__What the task asks__: Once the line containing "3l9 9-9 9-9-9zM9" is located, give it again exactly, together with each line that follows it to the end of the entries, and add nothing else.

┌──

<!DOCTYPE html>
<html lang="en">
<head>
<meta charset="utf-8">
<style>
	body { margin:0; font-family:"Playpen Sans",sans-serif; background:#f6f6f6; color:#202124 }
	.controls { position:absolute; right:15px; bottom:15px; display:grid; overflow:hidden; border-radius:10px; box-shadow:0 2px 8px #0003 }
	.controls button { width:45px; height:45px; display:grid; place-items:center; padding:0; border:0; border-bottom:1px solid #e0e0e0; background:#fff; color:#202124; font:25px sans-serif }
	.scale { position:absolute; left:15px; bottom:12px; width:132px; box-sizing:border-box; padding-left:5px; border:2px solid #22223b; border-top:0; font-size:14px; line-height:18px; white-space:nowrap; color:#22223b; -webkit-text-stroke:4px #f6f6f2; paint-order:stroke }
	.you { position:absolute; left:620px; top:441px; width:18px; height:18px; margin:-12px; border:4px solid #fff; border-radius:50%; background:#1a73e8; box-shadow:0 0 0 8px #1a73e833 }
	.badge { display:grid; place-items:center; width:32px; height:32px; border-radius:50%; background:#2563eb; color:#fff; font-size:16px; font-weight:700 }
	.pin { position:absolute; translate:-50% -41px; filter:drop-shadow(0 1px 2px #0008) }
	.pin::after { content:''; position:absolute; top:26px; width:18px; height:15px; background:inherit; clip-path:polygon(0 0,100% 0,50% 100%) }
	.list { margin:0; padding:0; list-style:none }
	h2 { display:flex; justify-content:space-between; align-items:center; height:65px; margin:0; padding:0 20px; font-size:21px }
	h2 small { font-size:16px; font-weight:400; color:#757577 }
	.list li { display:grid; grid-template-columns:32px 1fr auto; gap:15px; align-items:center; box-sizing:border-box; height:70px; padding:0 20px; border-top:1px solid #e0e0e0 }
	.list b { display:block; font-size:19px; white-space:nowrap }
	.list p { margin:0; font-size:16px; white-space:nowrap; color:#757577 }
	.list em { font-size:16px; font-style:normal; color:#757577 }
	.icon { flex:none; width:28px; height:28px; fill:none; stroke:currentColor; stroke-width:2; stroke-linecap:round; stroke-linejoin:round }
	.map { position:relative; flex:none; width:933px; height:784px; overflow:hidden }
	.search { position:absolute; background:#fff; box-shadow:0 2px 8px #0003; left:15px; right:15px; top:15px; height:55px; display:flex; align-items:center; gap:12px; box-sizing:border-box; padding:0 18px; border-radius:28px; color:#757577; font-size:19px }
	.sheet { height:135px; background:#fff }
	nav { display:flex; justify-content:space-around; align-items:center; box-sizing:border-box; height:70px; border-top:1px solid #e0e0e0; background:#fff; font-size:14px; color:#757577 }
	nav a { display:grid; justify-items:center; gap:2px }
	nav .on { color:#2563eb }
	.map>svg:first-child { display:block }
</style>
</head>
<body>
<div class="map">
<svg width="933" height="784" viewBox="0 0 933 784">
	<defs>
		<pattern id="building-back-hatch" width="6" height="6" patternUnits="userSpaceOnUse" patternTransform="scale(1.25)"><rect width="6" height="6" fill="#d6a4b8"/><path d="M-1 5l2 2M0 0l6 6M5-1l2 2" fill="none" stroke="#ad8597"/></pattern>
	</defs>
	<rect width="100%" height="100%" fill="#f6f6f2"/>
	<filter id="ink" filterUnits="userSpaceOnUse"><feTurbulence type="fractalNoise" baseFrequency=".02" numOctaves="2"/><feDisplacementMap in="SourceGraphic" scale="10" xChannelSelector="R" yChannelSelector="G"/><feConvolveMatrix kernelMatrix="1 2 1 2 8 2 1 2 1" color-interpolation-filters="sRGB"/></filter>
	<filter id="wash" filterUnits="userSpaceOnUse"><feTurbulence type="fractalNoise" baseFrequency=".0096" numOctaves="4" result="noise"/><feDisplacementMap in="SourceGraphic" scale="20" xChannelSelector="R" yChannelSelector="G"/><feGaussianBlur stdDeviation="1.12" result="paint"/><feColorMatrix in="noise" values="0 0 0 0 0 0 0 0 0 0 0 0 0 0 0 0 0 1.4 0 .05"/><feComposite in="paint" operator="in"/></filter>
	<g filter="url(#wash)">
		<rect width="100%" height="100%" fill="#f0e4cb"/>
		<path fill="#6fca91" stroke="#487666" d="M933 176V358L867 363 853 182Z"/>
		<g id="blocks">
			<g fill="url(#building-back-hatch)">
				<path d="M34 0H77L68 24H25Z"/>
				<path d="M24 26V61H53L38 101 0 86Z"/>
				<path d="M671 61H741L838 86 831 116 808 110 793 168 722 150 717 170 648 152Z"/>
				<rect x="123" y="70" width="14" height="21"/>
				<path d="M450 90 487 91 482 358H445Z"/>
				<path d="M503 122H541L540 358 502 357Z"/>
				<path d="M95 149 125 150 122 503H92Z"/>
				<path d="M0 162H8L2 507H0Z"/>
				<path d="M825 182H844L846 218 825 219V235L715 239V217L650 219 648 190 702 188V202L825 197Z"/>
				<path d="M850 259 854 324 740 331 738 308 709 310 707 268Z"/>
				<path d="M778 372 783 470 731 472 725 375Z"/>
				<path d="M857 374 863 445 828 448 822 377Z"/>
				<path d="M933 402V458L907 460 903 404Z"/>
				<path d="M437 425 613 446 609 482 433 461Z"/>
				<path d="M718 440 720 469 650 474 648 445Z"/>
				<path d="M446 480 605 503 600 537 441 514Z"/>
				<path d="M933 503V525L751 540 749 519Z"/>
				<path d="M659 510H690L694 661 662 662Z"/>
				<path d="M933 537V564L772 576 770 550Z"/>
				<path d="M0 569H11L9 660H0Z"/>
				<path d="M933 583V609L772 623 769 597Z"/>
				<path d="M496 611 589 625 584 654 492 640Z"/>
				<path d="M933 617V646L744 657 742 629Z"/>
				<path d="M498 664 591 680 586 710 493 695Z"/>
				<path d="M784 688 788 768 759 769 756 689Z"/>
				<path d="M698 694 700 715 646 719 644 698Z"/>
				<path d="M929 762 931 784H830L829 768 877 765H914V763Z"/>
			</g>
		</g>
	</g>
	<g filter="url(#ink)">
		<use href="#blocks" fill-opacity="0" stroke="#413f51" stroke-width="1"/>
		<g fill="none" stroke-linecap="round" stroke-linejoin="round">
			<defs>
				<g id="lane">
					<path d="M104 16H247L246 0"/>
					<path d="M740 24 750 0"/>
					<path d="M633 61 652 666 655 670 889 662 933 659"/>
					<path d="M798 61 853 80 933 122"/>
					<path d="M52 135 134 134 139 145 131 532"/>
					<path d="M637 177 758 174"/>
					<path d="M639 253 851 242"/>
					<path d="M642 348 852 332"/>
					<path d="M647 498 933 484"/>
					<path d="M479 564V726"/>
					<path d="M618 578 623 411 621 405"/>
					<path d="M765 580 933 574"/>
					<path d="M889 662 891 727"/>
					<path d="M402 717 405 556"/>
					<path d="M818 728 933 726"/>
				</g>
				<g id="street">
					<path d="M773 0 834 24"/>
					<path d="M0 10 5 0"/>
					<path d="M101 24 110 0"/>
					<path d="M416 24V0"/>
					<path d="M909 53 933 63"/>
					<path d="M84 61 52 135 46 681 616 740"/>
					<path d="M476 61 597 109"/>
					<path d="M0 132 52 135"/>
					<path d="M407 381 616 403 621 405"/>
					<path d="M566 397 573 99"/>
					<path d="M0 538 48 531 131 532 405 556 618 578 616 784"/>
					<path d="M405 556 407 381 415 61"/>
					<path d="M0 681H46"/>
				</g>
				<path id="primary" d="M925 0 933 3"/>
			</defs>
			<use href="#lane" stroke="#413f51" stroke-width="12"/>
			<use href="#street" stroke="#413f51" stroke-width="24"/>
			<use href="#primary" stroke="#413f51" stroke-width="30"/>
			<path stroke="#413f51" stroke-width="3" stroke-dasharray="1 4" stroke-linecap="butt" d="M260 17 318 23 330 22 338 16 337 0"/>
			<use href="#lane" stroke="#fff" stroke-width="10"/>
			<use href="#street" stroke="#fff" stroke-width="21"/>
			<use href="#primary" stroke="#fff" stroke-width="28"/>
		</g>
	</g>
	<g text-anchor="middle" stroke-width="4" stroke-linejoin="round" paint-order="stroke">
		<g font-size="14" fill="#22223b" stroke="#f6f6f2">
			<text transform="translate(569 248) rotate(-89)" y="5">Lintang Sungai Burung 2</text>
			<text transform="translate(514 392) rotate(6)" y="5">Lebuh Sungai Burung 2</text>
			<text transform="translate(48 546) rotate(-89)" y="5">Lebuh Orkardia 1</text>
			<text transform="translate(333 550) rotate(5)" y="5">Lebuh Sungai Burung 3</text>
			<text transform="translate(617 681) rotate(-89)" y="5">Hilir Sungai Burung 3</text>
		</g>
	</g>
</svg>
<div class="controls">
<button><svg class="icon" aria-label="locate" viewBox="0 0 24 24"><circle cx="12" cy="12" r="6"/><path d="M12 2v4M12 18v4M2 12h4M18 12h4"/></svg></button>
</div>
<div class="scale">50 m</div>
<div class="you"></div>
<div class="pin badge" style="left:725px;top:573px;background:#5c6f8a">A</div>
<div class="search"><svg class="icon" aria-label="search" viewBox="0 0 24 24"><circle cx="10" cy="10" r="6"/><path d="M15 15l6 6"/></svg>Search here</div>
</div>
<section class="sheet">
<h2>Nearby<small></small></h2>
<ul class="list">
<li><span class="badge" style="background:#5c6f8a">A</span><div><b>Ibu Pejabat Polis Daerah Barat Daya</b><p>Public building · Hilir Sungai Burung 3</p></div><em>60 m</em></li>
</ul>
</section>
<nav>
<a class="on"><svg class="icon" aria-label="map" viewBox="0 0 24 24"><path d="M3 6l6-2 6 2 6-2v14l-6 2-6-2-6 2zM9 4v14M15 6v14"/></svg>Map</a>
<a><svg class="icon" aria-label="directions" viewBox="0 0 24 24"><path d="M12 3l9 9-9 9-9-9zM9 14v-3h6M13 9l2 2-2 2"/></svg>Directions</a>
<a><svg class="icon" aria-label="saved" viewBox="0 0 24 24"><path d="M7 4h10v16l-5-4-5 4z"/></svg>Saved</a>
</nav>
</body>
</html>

└──

__Response to the task__:
<a><svg class="icon" aria-label="directions" viewBox="0 0 24 24"><path d="M12 3l9 9-9 9-9-9zM9 14v-3h6M13 9l2 2-2 2"/></svg>Directions</a>
<a><svg class="icon" aria-label="saved" viewBox="0 0 24 24"><path d="M7 4h10v16l-5-4-5 4z"/></svg>Saved</a>
</nav>
</body>
</html>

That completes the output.